Começo a escrever durante a viagem de regresso de Nairobi, onde passei umas semanas numa experiência directa duma Igreja jovem, pujante que transborda de vida… e ainda a construir as suas estruturas. As inevitáveis constantes comparações com a experiência eclesial portuguesa não podiam deixar de suscitar a questão: como é que se relaciona esta vida contagiante que testemunha duma forma tão eloquente o potencial de alegria, esperança e motivação que constitui o encontro e o seguimento de Cristo, por um lado, e, por outro, as estruturas sólidas, tradicionalmente bem estabilizadas, claras e distintas, sistemáticas e completas que enquadram toda a vida eclesial? Dão-se bem ou dão-se mal? Ajudam-se mutuamente ou atrapalham-se?

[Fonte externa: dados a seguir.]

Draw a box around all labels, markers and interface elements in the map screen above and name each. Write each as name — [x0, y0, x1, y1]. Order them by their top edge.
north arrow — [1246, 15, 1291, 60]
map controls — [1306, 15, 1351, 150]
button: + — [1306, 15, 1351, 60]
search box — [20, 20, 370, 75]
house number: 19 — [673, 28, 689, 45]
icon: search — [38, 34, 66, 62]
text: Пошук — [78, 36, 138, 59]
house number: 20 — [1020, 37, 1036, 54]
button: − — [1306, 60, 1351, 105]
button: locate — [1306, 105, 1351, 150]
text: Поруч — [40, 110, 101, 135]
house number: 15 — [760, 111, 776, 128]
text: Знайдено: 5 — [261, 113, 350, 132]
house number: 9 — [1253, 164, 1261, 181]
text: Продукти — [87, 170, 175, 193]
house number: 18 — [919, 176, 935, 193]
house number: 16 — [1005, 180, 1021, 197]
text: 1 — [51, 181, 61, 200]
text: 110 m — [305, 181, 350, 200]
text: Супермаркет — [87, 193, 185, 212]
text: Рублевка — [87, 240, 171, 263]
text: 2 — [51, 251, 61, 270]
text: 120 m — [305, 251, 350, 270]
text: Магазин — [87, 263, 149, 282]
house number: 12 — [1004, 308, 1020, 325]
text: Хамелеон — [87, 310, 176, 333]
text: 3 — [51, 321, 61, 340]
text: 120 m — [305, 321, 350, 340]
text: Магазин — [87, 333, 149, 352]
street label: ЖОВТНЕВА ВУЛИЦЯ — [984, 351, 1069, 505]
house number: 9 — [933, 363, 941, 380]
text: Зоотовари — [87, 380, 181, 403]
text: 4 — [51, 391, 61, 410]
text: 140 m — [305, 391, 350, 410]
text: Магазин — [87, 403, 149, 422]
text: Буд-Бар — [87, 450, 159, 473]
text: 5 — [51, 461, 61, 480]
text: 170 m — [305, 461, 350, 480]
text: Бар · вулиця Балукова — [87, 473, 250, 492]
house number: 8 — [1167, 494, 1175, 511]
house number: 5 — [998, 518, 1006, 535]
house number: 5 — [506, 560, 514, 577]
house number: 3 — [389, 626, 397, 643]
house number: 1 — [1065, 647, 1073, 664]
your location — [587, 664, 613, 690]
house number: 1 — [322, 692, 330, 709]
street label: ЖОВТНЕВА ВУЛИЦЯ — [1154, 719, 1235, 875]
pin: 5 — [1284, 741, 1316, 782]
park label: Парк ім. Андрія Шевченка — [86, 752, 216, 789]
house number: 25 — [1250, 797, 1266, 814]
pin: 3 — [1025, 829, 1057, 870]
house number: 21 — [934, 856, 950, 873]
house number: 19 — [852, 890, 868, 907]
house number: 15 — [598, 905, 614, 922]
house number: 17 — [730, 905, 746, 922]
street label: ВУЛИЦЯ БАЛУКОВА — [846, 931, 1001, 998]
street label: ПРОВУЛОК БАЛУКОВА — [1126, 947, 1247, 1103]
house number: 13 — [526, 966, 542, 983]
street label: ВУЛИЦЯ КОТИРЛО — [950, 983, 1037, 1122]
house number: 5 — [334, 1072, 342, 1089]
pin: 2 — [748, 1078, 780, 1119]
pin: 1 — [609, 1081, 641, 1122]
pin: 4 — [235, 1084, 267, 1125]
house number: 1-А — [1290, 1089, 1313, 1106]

Antes de mais, em que é que estou a pensar quando uso este termo “estruturas”, propositadamente genérico e plurívoco? Referido à vivência das comunidades cristãs, inclui tudo o que ganha forma estabelecida, qualidade permanente, modo ou função que depois se pode repetir. E isso inclui desde as igrejas-edifícios, até às rubricas da liturgia; duma ortodoxia que estabelece bem as fronteiras conceptuais daquilo que são os termos e a linguagem que declara com rigor as crenças fundamentais da fé cristã, até aos costumes, gestos, modos de estar físicos pelos quais se expressa comunitariamente a nossa experiência religiosa.

As estruturas marcam sempre fronteiras, estabelecem procedimentos, ordenam, organizam, fornecem linguagem e ocasião para que todos saibam o modo, o espaço e o tempo em que se podem tornar contribuintes para a acção comum. Elas dão referências claras para os membros se reconhecerem na identidade que estas construções, físicas ou conceptuais, expressam. São uma grande ajuda, permitem a subsistência de uma comunidade organizada, estabelecem expectativas recíprocas e facilitam sobremaneira a participação.

Sem estruturas, a vida pode continuar a brotar, mas desordenada, sem a disciplina que respeita e canaliza todo o seu potencial, com perigos muito reais e rápidos de se perder, tropeçar em si mesma. Sem estruturas, o influxo vital corre o risco da anarquia e da fragmentação em grupúsculos; do desperdício de energias ao ter que estar sempre a inventar as mesmas coisas; da efemeridade, ao não haver suportes de continuidade e apoio.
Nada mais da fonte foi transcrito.